Tim hesitated, momentarily uncertain what her question meant. "I think it could be disastrous for us. And it could be quite beautiful."
"Disastrous, yes. Beautiful? No."
"Christine, darling, we've got to be philosophical about this." Tim was suddenly pleased that he was saying all the right things.
"My paralysis is not a matter for philosophy." Her quick, impatient tone surprised him. "Neither of us, Tim, is so . . . so high-minded that we can overlook it, that we can pretend it doesn't exist. I may be a virgin, Tim, but I sure as hell am not naive. I've read the books; I've seen the movies. I know what people want from each other—a good performance. That's not a value judgment, Tim; it really isn't. I am very, very happy for those people who can give a good performance. I'm sure it's very fulfilling. But I can't, you see, because, as a matter of hard, cold, and really lousy fact, I am a paraplegic."
"Christine," Tim cut in, "you're not being—"
"Realistic?"
"No. Fair."
"Fair to whom? Myself? You?"
He got off the stool, went over to her, and sat in the kitchen chair. "Now we're fighting, and that's no way to begin a seduction. At least, that's not the way I begin one." He heard her words before she said them:
"Oh? You're very practiced at the art of seduction, are you?"

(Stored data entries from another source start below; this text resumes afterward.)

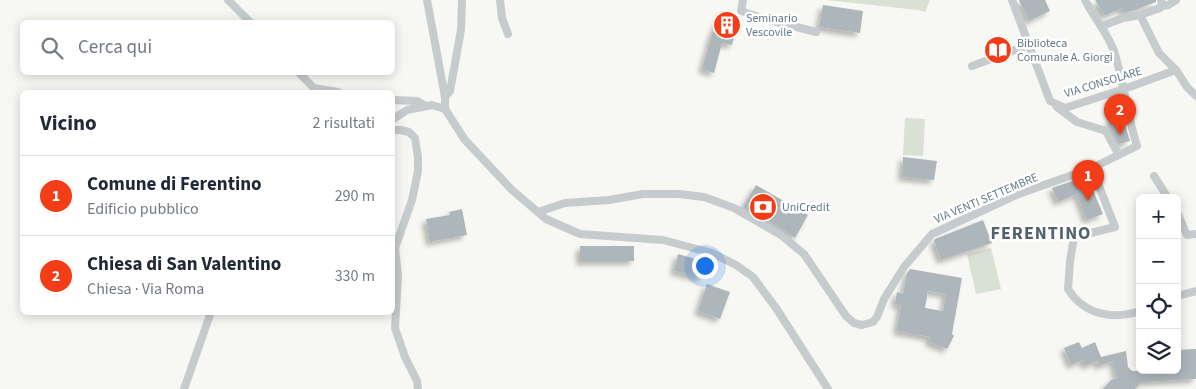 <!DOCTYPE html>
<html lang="it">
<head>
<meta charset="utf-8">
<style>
	:root { --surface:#fff; --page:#f2f2f3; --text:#1f2937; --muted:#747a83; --line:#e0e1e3; --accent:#f33d18 }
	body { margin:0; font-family:"Source Sans 3",sans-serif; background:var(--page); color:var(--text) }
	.controls { position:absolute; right:15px; bottom:15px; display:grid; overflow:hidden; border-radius:8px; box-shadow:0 2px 12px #0003 }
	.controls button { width:45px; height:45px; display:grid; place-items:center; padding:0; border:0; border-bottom:1px solid var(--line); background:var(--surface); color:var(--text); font:25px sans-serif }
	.you { position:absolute; left:704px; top:265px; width:18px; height:18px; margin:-12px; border:4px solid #fff; border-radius:50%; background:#1a73e8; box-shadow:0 0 0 8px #1a73e833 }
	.badge { display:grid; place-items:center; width:32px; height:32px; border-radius:50%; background:var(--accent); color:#fff; font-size:16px; font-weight:700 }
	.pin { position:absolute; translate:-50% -41px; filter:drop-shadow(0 1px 2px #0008) }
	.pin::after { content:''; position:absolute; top:26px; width:18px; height:15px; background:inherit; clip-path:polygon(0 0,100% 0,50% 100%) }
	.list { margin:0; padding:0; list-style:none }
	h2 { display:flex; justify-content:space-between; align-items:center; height:65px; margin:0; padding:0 20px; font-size:21px }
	h2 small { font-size:16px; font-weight:400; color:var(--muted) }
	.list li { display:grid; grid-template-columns:32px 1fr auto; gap:15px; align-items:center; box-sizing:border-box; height:80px; padding:0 20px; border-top:1px solid var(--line) }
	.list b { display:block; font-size:19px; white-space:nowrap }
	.list p { margin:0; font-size:16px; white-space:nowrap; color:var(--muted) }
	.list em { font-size:16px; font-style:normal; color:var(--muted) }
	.icon { flex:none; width:28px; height:28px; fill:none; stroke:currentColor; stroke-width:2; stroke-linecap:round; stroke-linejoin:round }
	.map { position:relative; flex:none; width:1196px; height:389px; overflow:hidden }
	.search { position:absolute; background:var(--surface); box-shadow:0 2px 12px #0003; left:20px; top:20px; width:375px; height:55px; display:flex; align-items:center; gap:12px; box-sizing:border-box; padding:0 18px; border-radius:8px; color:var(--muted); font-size:19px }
	.panel { position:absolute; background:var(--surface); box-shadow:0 2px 12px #0003; left:20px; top:90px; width:375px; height:225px; border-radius:8px }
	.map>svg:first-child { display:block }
</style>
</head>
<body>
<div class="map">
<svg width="1196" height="389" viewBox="0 0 1196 389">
	<defs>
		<filter id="shadow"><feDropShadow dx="-4" dy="4" stdDeviation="2.5" flood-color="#0004"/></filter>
	</defs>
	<rect width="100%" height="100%" fill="#f7f7f3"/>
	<!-- green -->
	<g fill="#d9e0d4">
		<polygon points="826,0 930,0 925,12 918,10"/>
		<polygon points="905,118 925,119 923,156 903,155"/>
		<polygon points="991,248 1001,289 976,294 967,254"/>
	</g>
	<!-- building -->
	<g fill="#adb7bb" fill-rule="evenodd" filter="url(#shadow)">
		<polygon points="1019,0 1045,0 1050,11 1029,21"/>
		<polygon points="1095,0 1156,0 1156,2 1132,11 1123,12 1122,8 1105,16"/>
		<polygon points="823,5 863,11 860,33 819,27"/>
		<polygon points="722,11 739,17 732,45 722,43 714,73 702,69 712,34"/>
		<polygon points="1122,115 1130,141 1119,144 1110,127 1109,122 1114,116"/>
		<polygon points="903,157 937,161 934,180 902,177"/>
		<polygon points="1087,176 1103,214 1087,220 1077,194 1058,202 1052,188"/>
		<polygon points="756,185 808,215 795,238 784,230 743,207"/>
		<polygon points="462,209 467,235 430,242 426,219 450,215 449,212"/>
		<polygon points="983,220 992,243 941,260 934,241 935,239"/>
		<rect x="580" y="246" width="54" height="15"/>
		<polygon points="678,254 706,262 702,278 674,271"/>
		<path d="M910,269L962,278L952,334L954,336L947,349L929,342L930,337L897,331L901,305L895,304L897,292L903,294L907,273ZM928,291L946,294L943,311L925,308Z"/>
		<polygon points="707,284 730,292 720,319 698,311"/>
		<polygon points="1079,342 1082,348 1095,342 1101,357 1126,351 1128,367 1132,371 1177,370 1177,350 1196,349 1196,379 1142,382 1135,389 1103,389 1111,380 1117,378 1113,361 1099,366 1097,361 1086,366 1083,360 1071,365 1064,348"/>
	</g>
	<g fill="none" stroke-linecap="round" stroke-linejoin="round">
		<!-- minor -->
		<g stroke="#c6cbcd" stroke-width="8">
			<polyline points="228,0 250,22"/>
			<polyline points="427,0 445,97 445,109"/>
			<polyline points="500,0 502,18 508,34"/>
			<polyline points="743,0 741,11 765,19 816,32"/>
			<polyline points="1012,0 1050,101 1065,108 1124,89 1176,70"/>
			<polyline points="1161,0 1162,4 1160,8 1140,15 1159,53 1176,70 1187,87 1196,96"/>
			<polyline points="1162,6 1168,5 1176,0"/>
			<polyline points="1102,26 1123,18 1140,15"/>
			<polyline points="972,66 1029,45"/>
			<polyline points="298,72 314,88 338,92"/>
			<polyline points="445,97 450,91 461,30 462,0"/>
			<polyline points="392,100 417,101 426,106"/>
			<polyline points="1057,107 1077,122 1106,131 1119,155"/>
			<polyline points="392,120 407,110 432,105 445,109 465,140 512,190 546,219 580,234 663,240 712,253 736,265 753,277 776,308 828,389"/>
			<polyline points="392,130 401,130 409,132 415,138 418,157 418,171 412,200 395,248 398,275 395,328 405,357 417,381 418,389"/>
			<path d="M1092,168L1115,227L1074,237L1070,261L1068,289C1084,315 1113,320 1140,311"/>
			<polyline points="1154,176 1168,198"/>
			<path d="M538,212L565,203L609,200L643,194H679L704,197L734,208L781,235L804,254L846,316L854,323L862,325L873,322L877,317L884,299L904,267L932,234L1016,195L1092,168L1137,146C1127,115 1124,82 1114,51C1107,32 1094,18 1085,0"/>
			<polyline points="1177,212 1187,235 1196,234"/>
			<polyline points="1177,296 1196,291"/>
			<polyline points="184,389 211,312"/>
		</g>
	</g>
	<!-- icons -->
	<defs>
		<g id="building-disc" transform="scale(1.4375)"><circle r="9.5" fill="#f33d18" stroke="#fff"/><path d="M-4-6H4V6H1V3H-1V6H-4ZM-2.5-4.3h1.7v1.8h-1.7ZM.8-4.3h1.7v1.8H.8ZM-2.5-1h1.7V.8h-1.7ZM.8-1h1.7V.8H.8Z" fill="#fff"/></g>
		<g id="library-disc" transform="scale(1.4375)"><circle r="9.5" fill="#f33d18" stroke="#fff"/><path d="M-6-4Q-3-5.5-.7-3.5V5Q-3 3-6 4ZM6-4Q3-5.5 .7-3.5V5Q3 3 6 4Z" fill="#fff"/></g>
		<g id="bank-disc" transform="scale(1.4375)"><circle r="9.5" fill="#f33d18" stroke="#fff"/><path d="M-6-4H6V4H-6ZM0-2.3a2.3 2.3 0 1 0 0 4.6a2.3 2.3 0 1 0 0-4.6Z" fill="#fff"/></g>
	</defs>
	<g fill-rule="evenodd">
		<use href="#building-disc" x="727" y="25"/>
		<use href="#library-disc" x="998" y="50"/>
		<use href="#bank-disc" x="763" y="207"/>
	</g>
	<g text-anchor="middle" stroke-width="5" stroke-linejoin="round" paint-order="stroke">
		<!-- poi labels -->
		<g font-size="12" fill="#637a87" stroke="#fff" text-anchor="start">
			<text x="746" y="22">Seminario<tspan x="746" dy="14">Vescovile</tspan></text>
			<text x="1017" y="47">Biblioteca<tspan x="1017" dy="14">Comunale A. Giorgi</tspan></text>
			<text x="782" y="211">UniCredit</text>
		</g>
		<!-- street labels -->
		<g font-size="12" fill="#637a87" stroke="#fff">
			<text transform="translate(1103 82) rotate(-17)" y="4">VIA CONSOLARE</text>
			<text transform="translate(986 198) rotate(-23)" y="4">VIA VENTI SETTEMBRE</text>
		</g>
		<!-- district labels -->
		<g font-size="18" font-weight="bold" letter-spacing="1" fill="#52626c" stroke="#fff">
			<text x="1041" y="239">FERENTINO</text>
		</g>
	</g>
</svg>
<div class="controls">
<button>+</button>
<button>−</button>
<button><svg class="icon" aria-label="locate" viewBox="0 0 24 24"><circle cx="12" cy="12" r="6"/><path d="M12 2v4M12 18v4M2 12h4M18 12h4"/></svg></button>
<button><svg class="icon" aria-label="layers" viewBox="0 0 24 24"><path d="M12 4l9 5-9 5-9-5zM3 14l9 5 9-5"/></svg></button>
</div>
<div class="you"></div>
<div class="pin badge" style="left:1088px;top:201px">1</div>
<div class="pin badge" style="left:1120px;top:135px">2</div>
<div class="search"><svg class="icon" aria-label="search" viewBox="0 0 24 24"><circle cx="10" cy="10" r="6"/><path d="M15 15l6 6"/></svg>Cerca qui</div>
<section class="panel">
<h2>Vicino<small>2 risultati</small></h2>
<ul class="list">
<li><span class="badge">1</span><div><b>Comune di Ferentino</b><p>Edificio pubblico</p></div><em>290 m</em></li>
<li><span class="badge">2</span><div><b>Chiesa di San Valentino</b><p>Chiesa · Via Roma</p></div><em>330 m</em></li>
</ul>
</section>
</div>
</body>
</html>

And he thought, I deserved that. "Not really," he said. "No more than normal."
"I wouldn't know about that—normal, I mean."
"That's cute, Christine." His voice was heavy with sarcasm. "You
r self-pity is terribly creative—"
"Tell me, Mr. Bennet, just how many women have you had here? A dozen? A hundred?"
"Sixteen thousand and two, and they were all marvelous."
She frowned.
"I just love this snappy repartee, Christine."
"Hey, I didn't ask to be seduced."
"And I didn't ask for all this self-pitying, self-indulgent horseshit you've been slinging at me. And, by the way, yes, you did ask to be seduced."
She thought about that. "Okay, so I did. Now I've got a headache."
Tim threw his hands in the air: "Jesus Lord in Heaven!" He cupped her face in his hands. She made a feeble attempt to pull away; he tightened his hold slightly. "I love you, I love you, I love you, Christine. And I want to take you to bed." He expected a quick, witty reply, saw that she was trying to form one, but the moment passed. Several moments. And then:
"I'm only a hundred and five pounds," she said, softly. "Think you can lift me, Tim?"
"Well," he began, in a husky whisper, "I haven't lifted weights in a long time, but. . . ." He let the remark die. He stood, bent over, put one arm around the back of her neck, the other behind her knees, and lifted.
The effort made him fart.
They laughed all the way into the bedroom.
The laughter stopped abruptly when he lowered her slowly, and with great gentleness, onto the bed.
Christine pushed herself to a sitting position, her back against the headboard. "Your mattress is much too soft," she said, trying for the gaiety of moments before.
Tim said nothing. He sat on the edge of the bed, leaned toward her. His hands went to the top button of her blouse.
Christine put her right hand on his. "Can we . . . talk first, Tim?"
His hands, beneath her hand, worked expertly at the button, unfastened it, started on the second button. "Tim, please. . . ."
He unfastened the second button, paused a moment, then took his hands away from her. He held them up in a mock gesture of surrender. "Okay, okay, we'll go as slow as you want. Do you think I should send out for pizzas?"